In this scheme, features and samples are defined as follows:
- each **individual token occurrence frequency** (normalized or not)
is treated as a **feature**.
- the vector of all the token frequencies for a given **document** is
considered a multivariate **sample**.
A corpus of documents can thus be represented by a matrix with one row
per document and one column per token (e.g. word) occurring in the corpus.
We call **vectorization** the general process of turning a collection
of text documents into numerical feature vectors. This specific stragegy
(tokenization, counting and normalization) is called the **Bag of Words**
or "Bag of n-grams" representation. Documents are described by word
occurrences while completely ignoring the relative position information
of the words in the document.
When combined with :ref:`tfidf`, the bag of words encoding is also known
as the `Vector Space Model
<https://en.wikipedia.org/wiki/Vector_space_model>`_.
Sparsity
--------
As most documents will typically use a very subset of a the words used in
the corpus, the resulting matrix will have many feature values that are
zeros (typically more than 99% of them).
For instance a collection of 10,000 short text documents (such as emails)

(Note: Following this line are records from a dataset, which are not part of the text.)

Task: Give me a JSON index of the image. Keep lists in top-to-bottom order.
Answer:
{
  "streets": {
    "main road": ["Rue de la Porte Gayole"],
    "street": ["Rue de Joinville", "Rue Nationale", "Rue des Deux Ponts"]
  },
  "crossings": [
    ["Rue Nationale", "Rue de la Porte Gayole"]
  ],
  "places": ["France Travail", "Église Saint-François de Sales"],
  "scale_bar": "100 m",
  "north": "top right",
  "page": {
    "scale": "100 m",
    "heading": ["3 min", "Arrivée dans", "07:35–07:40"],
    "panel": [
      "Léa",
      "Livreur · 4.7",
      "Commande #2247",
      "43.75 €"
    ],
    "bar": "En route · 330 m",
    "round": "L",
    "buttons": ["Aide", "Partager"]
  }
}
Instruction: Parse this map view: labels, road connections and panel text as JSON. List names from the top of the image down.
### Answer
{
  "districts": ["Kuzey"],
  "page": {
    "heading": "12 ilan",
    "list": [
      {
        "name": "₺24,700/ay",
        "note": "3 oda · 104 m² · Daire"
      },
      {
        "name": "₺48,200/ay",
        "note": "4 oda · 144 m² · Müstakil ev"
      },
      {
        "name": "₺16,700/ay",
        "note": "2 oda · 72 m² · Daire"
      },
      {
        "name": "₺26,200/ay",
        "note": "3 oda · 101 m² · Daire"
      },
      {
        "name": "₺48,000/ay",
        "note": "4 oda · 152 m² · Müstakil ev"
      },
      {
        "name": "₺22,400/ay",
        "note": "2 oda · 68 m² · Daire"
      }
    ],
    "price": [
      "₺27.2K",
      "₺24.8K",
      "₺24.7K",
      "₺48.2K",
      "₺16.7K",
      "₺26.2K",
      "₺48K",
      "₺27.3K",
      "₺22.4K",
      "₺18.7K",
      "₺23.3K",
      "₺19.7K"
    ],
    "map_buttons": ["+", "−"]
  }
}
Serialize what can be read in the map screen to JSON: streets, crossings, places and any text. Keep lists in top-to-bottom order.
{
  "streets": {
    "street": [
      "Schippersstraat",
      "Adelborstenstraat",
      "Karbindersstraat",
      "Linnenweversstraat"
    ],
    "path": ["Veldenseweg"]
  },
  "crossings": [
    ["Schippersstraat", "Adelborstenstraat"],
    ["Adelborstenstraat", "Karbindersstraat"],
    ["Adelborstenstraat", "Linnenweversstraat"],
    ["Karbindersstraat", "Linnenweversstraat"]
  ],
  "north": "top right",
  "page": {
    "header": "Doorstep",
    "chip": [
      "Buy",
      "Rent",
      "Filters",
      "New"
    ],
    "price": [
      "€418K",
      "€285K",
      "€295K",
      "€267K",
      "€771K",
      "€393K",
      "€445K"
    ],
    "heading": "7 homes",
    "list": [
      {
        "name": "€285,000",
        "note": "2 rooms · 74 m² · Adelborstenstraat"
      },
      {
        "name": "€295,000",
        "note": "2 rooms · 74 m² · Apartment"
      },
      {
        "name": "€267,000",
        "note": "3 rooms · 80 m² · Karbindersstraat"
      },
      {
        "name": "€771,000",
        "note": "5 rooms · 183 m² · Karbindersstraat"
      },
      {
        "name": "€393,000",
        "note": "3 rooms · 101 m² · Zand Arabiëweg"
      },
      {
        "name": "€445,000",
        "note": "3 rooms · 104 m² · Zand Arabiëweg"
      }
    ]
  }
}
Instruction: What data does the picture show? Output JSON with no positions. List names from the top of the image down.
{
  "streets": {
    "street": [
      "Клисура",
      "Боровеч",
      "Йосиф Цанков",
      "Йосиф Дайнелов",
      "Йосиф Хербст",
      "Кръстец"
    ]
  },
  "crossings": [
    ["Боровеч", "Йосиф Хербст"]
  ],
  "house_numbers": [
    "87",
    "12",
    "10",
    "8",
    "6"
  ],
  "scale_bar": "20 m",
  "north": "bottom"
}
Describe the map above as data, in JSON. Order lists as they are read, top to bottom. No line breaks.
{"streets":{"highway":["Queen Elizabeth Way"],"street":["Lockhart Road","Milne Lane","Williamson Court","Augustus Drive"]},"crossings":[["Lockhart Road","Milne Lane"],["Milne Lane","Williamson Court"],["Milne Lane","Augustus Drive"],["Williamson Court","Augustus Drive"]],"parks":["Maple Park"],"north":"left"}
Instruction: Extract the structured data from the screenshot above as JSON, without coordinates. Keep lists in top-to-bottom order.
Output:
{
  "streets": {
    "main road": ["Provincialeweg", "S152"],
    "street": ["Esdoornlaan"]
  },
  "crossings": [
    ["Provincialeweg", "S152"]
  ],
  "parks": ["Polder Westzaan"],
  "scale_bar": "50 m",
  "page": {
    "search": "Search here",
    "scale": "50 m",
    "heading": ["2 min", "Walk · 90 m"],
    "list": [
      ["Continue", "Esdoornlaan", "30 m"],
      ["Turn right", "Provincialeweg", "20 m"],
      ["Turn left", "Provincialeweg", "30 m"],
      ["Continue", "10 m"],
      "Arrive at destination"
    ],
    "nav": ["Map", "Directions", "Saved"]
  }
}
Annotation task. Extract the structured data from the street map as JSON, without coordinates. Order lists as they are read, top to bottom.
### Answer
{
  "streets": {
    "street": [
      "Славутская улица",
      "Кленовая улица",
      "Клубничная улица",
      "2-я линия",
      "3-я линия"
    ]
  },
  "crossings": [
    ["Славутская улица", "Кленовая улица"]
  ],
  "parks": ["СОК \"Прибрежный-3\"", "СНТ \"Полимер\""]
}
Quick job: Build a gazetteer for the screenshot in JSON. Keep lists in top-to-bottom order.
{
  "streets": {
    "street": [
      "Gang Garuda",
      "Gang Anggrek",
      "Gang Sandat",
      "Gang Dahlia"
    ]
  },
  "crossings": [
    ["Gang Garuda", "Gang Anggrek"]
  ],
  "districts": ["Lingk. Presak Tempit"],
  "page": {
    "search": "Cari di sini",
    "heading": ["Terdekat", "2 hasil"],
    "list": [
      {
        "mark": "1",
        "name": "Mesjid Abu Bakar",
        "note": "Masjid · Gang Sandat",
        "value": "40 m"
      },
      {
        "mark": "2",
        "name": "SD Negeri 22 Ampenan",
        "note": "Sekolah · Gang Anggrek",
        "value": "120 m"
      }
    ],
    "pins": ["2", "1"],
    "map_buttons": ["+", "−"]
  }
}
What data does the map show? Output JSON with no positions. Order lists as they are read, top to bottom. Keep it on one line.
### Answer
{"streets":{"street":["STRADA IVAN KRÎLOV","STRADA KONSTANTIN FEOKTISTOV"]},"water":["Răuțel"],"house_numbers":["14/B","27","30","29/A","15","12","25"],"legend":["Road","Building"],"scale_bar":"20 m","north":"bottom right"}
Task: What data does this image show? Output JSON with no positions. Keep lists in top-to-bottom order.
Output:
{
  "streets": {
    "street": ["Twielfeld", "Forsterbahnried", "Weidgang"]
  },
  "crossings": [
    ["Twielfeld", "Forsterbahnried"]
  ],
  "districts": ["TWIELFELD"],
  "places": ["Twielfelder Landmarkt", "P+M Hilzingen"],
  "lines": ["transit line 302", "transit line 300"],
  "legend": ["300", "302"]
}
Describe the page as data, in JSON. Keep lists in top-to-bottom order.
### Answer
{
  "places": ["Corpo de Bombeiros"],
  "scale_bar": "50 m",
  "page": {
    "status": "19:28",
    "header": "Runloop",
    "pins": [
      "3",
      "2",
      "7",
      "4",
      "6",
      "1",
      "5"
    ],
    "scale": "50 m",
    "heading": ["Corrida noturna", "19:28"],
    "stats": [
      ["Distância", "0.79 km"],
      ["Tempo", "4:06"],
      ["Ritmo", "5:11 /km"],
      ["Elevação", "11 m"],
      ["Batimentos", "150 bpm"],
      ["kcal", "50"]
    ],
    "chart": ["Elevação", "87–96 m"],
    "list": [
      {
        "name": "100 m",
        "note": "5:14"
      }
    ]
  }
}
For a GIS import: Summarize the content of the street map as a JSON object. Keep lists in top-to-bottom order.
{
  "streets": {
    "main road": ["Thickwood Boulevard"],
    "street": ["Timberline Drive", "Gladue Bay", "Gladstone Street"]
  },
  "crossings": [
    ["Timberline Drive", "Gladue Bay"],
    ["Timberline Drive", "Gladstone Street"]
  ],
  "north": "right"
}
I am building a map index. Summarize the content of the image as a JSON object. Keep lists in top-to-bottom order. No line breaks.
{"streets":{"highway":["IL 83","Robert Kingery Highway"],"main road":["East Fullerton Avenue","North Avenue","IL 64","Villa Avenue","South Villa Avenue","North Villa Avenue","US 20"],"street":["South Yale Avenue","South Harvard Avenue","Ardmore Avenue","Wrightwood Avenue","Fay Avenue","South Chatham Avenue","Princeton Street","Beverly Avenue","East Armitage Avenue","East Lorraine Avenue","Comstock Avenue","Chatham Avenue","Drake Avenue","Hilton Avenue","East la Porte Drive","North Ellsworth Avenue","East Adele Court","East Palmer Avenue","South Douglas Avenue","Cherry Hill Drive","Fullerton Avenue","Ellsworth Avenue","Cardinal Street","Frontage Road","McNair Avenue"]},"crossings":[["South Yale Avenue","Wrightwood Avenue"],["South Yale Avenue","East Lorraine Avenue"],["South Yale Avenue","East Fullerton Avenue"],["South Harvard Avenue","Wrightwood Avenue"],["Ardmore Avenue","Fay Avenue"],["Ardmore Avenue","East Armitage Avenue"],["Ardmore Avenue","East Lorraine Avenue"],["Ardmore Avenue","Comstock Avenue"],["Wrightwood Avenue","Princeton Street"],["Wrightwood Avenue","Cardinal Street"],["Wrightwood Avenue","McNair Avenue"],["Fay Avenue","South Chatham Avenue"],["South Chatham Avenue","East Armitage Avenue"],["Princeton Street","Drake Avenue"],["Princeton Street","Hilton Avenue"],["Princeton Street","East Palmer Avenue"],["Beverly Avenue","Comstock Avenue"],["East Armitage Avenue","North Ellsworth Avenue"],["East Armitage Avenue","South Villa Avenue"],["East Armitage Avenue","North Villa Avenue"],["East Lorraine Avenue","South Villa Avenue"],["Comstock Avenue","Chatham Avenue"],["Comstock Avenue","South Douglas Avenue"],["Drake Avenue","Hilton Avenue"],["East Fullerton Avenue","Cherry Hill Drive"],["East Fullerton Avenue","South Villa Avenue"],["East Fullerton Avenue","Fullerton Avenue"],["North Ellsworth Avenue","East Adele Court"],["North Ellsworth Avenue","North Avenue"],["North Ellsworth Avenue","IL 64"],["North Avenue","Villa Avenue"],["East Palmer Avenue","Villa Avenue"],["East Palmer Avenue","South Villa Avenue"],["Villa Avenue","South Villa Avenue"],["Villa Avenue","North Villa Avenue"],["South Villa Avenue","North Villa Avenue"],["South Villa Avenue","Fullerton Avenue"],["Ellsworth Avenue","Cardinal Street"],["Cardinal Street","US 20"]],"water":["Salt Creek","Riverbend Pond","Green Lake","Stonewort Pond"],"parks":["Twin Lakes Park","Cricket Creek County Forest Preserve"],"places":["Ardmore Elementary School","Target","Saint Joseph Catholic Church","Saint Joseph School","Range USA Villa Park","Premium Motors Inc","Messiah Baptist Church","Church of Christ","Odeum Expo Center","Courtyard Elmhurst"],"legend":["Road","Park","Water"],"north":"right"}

will use a vocabulary with a size in the order of 100,000 unique words in
total while each document will use 100 to 1000 unique words individually.
In order to be able to store such a matrix in memory but also to speed
up algebraic operations matrix / vector, implementations will typically
use a sparse representation such as the implementations available in the
``scipy.sparse`` package.
Common Vectorizer usage
-----------------------
:class:`CountVectorizer` implements both tokenization and occurrence
counting in a single class::
>>> from sklearn.feature_extraction.text import CountVectorizer
This model has many parameters, however the default values are quite
reasonable (please see the :ref:`reference documentation
<text_feature_extraction_ref>` for the details)::
>>> vectorizer = CountVectorizer()
>>> vectorizer
CountVectorizer(analyzer='word', binary=False, charset='utf-8',
charset_error='strict', dtype=<type 'long'>, input='content',
lowercase=True, max_df=1.0, max_features=None, max_n=1, min_n=1,
preprocessor=None, stop_words=None, strip_accents=None,
token_pattern=u'\\b\\w\\w+\\b', tokenizer=None, vocabulary=None)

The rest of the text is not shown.